The presence of adrenergic symptoms suggests an intact counter-regulatory response, whereas their absence in severe hypoglycemia may indicate an impaired sympathetic nervous system (e.g., in longstanding diabetes with autonomic neuropathy).

4. Whipple’s Triad

Whipple’s triad is critical for diagnosing hypoglycemia and should be confirmed whenever possible [3,4]:

  • Symptoms Consistent with Hypoglycemia: Correlate the findings of neuroglycopenic and adrenergic symptoms.
  • Low Blood Glucose Levels: Document with point-of-care testing or laboratory confirmation.
  • Resolution of Symptoms with Glucose Administration: Reassess the patient after treatment with glucose (e.g., oral glucose or IV dextrose). The resolution of symptoms reinforces the diagnosis.
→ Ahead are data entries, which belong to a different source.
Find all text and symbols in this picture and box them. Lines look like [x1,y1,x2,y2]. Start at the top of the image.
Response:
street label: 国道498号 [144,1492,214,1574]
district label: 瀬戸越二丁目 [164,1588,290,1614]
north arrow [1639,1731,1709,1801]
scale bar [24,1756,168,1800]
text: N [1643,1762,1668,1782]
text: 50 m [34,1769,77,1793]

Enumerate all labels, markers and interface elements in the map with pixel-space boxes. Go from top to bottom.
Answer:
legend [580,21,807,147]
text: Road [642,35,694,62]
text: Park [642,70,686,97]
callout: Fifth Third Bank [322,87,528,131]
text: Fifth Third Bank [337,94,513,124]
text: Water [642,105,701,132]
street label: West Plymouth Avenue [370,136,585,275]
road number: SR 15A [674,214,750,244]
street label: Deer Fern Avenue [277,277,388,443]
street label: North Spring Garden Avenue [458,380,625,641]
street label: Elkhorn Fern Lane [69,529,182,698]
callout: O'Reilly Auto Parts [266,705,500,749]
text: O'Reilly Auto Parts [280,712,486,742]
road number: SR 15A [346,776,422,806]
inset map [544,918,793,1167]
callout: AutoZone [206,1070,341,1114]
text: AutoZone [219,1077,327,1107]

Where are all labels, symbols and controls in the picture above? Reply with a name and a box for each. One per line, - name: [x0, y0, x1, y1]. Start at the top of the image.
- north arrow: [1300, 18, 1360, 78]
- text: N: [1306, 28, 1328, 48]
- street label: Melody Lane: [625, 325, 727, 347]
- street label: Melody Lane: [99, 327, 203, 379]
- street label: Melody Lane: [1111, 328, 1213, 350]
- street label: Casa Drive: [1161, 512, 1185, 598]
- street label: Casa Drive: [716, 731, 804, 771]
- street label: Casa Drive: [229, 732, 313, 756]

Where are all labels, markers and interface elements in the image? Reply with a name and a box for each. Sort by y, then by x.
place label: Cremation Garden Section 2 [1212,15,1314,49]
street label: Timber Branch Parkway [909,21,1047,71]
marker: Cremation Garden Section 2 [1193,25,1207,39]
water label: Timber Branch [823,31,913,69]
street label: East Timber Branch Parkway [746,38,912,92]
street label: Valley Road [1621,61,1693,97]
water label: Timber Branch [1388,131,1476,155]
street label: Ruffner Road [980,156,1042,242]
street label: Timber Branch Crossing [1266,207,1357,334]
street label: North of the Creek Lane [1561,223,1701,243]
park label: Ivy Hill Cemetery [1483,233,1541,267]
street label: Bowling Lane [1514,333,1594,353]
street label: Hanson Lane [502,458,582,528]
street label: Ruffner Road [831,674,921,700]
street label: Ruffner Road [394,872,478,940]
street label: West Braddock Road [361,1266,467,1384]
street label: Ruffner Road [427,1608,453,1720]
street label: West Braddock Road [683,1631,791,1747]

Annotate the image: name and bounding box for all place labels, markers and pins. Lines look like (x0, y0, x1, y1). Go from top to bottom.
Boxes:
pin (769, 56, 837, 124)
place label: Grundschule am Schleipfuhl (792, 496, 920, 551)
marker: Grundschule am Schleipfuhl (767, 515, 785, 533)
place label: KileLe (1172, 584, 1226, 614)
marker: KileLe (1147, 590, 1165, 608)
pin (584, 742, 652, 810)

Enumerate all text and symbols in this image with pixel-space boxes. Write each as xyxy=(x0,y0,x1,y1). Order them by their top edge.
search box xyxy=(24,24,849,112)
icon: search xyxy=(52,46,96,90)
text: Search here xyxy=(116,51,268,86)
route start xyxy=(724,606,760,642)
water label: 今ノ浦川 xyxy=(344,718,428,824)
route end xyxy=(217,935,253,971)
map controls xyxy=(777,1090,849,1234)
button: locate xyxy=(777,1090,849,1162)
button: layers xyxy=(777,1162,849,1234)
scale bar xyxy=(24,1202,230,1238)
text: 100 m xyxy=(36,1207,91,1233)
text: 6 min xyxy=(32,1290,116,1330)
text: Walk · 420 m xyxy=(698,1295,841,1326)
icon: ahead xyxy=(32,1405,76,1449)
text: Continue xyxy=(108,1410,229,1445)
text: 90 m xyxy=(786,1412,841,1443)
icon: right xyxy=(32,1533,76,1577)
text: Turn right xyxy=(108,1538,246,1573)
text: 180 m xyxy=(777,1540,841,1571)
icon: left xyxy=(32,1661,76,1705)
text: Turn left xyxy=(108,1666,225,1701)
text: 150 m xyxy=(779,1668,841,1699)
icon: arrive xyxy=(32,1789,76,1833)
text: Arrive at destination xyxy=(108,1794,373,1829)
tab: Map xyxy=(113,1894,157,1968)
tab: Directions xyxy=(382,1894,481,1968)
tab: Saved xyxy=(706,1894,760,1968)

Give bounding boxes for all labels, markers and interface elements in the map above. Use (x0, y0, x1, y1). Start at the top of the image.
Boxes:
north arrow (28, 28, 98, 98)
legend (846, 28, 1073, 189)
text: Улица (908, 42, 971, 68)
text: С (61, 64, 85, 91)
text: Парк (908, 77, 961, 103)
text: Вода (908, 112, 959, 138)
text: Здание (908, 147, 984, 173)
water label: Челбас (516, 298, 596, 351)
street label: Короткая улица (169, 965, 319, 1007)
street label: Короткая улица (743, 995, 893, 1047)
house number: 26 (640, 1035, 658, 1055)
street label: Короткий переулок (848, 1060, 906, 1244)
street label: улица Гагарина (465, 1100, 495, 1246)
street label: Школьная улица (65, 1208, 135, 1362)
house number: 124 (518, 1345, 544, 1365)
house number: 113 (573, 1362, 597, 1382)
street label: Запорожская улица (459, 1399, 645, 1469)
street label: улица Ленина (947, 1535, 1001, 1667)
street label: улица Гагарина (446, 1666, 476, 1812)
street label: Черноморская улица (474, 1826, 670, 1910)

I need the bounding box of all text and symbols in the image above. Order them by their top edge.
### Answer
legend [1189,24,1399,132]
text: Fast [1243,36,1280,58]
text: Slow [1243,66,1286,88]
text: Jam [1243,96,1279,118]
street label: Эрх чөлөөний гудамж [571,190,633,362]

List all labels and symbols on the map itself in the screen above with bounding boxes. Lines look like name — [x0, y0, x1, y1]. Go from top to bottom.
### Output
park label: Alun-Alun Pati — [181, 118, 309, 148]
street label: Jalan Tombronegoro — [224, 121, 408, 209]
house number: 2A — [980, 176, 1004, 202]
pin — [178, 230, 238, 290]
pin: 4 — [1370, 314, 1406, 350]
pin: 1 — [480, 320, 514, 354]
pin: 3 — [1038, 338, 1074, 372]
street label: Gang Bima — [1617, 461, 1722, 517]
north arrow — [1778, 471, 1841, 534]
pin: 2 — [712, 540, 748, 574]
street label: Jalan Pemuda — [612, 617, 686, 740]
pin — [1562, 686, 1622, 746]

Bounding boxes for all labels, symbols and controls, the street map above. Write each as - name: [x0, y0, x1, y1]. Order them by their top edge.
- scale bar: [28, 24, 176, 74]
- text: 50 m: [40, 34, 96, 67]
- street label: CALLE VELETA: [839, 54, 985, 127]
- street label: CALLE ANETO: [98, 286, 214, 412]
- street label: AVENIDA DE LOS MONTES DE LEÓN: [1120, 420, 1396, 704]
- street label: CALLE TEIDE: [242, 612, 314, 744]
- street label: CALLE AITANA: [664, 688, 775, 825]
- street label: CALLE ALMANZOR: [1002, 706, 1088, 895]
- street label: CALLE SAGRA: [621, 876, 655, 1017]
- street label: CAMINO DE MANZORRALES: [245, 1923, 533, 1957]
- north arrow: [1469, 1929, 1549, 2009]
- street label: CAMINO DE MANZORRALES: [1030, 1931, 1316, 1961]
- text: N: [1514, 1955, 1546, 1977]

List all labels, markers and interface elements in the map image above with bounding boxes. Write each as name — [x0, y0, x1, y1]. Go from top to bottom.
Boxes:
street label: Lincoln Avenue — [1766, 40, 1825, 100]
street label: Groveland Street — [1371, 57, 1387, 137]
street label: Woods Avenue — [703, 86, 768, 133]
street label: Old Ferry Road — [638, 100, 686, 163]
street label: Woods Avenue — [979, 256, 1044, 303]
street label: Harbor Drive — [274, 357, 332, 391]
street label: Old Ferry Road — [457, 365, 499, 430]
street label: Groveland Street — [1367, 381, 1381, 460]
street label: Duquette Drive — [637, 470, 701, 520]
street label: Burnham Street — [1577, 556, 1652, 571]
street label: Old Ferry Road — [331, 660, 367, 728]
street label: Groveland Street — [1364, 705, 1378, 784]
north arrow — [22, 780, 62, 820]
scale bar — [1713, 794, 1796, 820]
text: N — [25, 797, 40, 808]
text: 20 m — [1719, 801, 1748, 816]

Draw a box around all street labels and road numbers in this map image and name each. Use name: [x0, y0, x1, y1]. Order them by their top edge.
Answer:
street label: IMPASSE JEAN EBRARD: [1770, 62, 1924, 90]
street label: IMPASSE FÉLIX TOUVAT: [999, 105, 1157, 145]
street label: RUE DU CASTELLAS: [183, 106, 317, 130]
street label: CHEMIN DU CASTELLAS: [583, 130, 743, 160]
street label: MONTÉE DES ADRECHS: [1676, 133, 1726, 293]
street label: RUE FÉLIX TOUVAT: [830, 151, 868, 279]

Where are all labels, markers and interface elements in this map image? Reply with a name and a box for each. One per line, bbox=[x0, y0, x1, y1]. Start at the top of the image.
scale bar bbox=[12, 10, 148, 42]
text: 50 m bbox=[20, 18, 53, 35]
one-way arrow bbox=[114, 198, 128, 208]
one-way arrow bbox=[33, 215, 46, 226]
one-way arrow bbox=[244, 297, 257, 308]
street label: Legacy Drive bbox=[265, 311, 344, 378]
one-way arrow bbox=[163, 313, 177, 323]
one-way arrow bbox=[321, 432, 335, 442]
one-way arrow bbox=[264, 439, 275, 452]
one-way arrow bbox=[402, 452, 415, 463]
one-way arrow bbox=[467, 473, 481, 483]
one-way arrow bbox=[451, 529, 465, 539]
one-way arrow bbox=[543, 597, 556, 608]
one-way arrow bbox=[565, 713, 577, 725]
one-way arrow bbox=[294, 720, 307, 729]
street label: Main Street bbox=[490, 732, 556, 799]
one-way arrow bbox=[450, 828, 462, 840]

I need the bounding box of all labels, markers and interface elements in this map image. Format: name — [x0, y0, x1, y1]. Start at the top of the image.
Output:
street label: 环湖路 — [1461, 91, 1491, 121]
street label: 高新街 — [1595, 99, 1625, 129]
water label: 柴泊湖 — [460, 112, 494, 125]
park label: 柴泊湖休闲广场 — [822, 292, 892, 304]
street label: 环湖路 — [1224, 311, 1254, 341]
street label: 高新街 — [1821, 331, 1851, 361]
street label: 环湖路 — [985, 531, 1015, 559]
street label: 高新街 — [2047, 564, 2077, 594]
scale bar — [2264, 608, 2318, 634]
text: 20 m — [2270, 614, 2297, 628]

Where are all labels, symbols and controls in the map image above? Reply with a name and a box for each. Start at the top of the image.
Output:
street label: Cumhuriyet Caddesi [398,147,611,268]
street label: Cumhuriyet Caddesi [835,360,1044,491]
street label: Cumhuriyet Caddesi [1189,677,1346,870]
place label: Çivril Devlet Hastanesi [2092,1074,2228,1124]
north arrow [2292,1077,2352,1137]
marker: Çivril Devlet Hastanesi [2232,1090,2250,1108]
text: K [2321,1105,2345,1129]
5. Signs of Underlying Causes

Examine for evidence of potential precipitating conditions:

  • Infection: Check for fever, localized tenderness (e.g., chest, abdomen, or urinary tract), or signs of sepsis, as infections increase metabolic demand and can precipitate hypoglycemia.
  • Malnutrition: Assess for signs of cachexia or dehydration, which may indicate fasting or poor nutritional intake.
  • Drug Overdose: Look for clues such as medication vials, needle marks, or altered mental status in cases of suspected overdose with insulin or sulfonylureas.

6. Secondary Causes

Inquire about and examine for:

  • Adrenal Insufficiency: Hypotension, hyperpigmentation, and unexplained fatigue may point to Addison’s disease or secondary adrenal insufficiency.
  • Hypopituitarism: Look for evidence of chronic deficiencies such as hypotension, hypoglycemia, and bradycardia.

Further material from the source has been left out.